United States v. Johnson
United States v. Johnson
Opinion
Case: 21-50595 Document: 00516391476 Page: 1 Date Filed: 07/12/2022
United States Court of Appeals for the Fifth Circuit United States Court of Appeals Fifth Circuit FILED July 12, 2022 No. 21-50595 Summary Calendar Lyle W. Cayce Clerk
United States of America, Plaintiff—Appellee, versus Charles Edward Johnson, Defendant—Appellant.
Appeal from the United States District Court for the Western District of Texas USDC No. 6:07-CR-97-1
Before Jolly, Willett, and Engelhardt, Circuit Judges.
Per Curiam:* Charles Edward Johnson, federal prisoner # 83808-180, appeals the denial of his § 3582(c)(1)(A)(i) motion for compassionate release. We review the denial for an abuse of discretion. See United States v. Chambliss, 948 F.3d 691, 693 (5th Cir. 2020).
* Pursuant to 5th Circuit Rule 47.5, the court has determined that this opinion should not be published and is not precedent except under the limited circumstances set forth in 5th Circuit Rule 47.5.4.
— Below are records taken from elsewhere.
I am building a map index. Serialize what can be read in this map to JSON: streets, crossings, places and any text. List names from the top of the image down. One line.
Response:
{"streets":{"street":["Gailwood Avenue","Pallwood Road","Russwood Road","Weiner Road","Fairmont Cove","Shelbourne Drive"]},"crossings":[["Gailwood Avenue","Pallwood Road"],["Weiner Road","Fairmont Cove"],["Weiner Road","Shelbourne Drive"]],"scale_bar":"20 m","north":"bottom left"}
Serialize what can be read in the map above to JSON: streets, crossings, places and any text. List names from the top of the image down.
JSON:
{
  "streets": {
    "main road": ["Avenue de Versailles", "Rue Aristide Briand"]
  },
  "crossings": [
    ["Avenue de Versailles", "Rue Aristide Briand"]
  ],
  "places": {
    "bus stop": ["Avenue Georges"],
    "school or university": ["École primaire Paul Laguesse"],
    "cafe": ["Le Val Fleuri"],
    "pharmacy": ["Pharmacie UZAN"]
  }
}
Case: 21-50595 Document: 00516391476 Page: 2 Date Filed: 07/12/2022
No. 21-50595
Contrary to Johnson’s assertions, the district court did not reference U.S.S.G. § 1B1.13 in its denial order, much less did it impermissibly treat § 1B1.13 as binding. See United States v. Shkambi, 993 F.3d 388, 392-93 (5th Cir. 2021). Even if the district court erred by failing to consider Johnson’s arguments that extraordinary and compelling reasons warranted § 3582(c)(1)(A)(i) relief, any such error is harmless since the court permissibly denied relief based upon its consideration of the 18 U.S.C. § 3553(a) factors. See Ward v. United States, 11 F.4th 354, 360-62 (5th Cir. 2021); Chambliss, 948 F.3d at 693-94; Fed. R. Crim. P. 52(a).
Johnson may not now challenge the original sentencing court’s alleged failure to discuss the § 3553(a) factors. See United States v. Hernandez, 645 F.3d 709, 712 (5th Cir. 2011). Contrary to Johnson’s assertion, the district court did not rely on his bare arrest record in assessing the § 3553(a) factors.
Regardless, even if the court considered prior arrests, Johnson does not substantively argue that these facts lacked adequate evidentiary bases such that the arrests should not have been considered. See United States v. Harris, 702 F.3d 226, 230-31 (5th Cir. 2012). Finally, Johnson’s mere disagreement with the district court’s balancing of the § 3553(a) factors does not warrant reversal. See Chambliss, 948 F.3d at 694.
The motion to supplement the record is DENIED, and the order of the district court is AFFIRMED.